By Rosemary Leger – 1851 Staff
Last month 30 fashion merchandising, design, and communications majors left campus before sunrise and headed to the Coterie Trade Show in New York City.
Coterie is a place for designers and fashion companies to exhibit new lines and products, where retailers then shop the thousands of booths and order these products in bulk. The selected apparel and accessories are then produced and sent to stores to be sold to the public.
As the largest international fashion exhibition in the world, Coterie shows contemporary and traditional women’s ready-to-wear fashions. This specialized trade show occurs twice a year at the Javit’s Convention Center in New
York City, immediately following New York Fashion Week.
Michaela Kotob, sophomore and President of Lasell’s Fashion Connection Club organized the trip that brought students out of the traditional classroom and into the world of fashion. This was her second time at the trade show, but definitely not her last.

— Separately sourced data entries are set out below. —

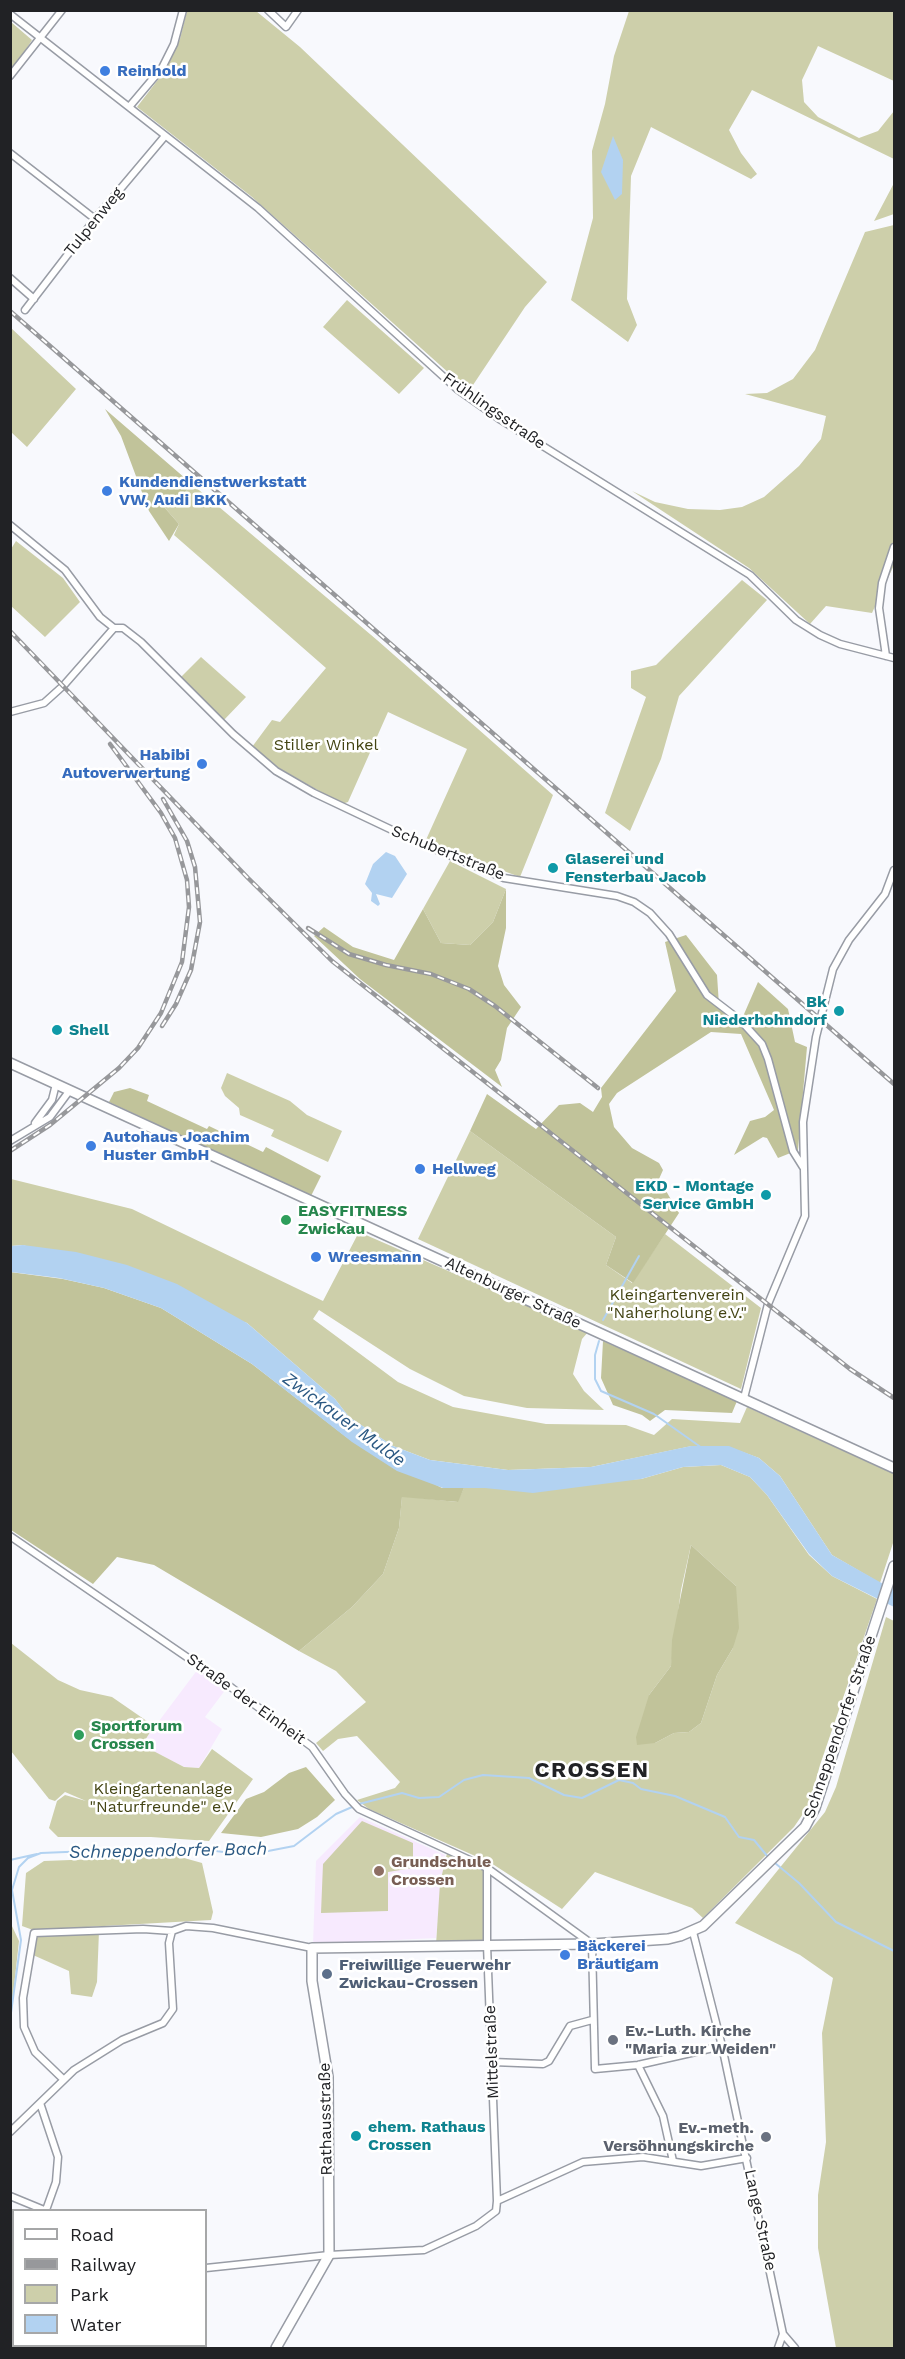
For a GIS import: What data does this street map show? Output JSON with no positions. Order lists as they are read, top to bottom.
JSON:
{
  "streets": {
    "street": [
      "Tulpenweg",
      "Frühlingsstraße",
      "Schubertstraße",
      "Altenburger Straße",
      "Straße der Einheit",
      "Schneppendorfer Straße",
      "Mittelstraße",
      "Rathausstraße",
      "Lange Straße"
    ]
  },
  "crossings": [
    ["Tulpenweg", "Frühlingsstraße"],
    ["Straße der Einheit", "Schneppendorfer Straße"],
    ["Straße der Einheit", "Mittelstraße"],
    ["Schneppendorfer Straße", "Mittelstraße"],
    ["Schneppendorfer Straße", "Rathausstraße"],
    ["Schneppendorfer Straße", "Lange Straße"]
  ],
  "districts": ["CROSSEN"],
  "water": ["Zwickauer Mulde", "Schneppendorfer Bach"],
  "parks": ["Stiller Winkel", "Kleingartenverein \"Naherholung e.V.\"", "Kleingartenanlage \"Naturfreunde\" e.V."],
  "places": [
    "Reinhold",
    "Kundendienstwerkstatt VW, Audi BKK",
    "Habibi Autoverwertung",
    "Glaserei und Fensterbau Jacob",
    "Bk Niederhohndorf",
    "Shell",
    "Autohaus Joachim Huster GmbH",
    "Hellweg",
    "EKD - Montage Service GmbH",
    "EASYFITNESS Zwickau",
    "Wreesmann",
    "Sportforum Crossen",
    "Grundschule Crossen",
    "Bäckerei Bräutigam",
    "Freiwillige Feuerwehr Zwickau-Crossen",
    "Ev.-Luth. Kirche \"Maria zur Weiden\"",
    "ehem. Rathaus Crossen",
    "Ev.-meth. Versöhnungskirche"
  ],
  "legend": [
    "Road",
    "Railway",
    "Park",
    "Water"
  ]
}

“I love, love, love Coterie. I think everyone should go at least once, the experience is so important for understanding the industry before actually becoming a part of it,” said Kotob.
The group had an exciting day at the event. One highlight Kotob noted was speaking with Lasell alumni and two-time Project Runway competitor Sonjia Williams. Williams inspired students and encouraged them to be hard working and fearless in fashion.
“Don’t worry about the competition,” Williams said.
Spending time at Coterie also presented students with the less-glamorous side of fashion. While browsing booths from familiar labels like Free People and Diane Von Furstenberg, some girls were shunned away. Kotob said she is happy the students were not always welcomed because, “[I]t taught the girls that the industry is not always nice,” and that “people were genuinely trying to do business.” She said the booths of international SGA Corner vendors were much friendlier.
The day in New York City gave the Fashion Connection Club a glimpse into the real world of fashion and business. While learning their careers will require both industry connections and hard work, they left with newfound professional skills and inspiration.
“Don’t judge people [in fashion] by their appearance, but by their work,” said Kotob. “Everyone has a story.”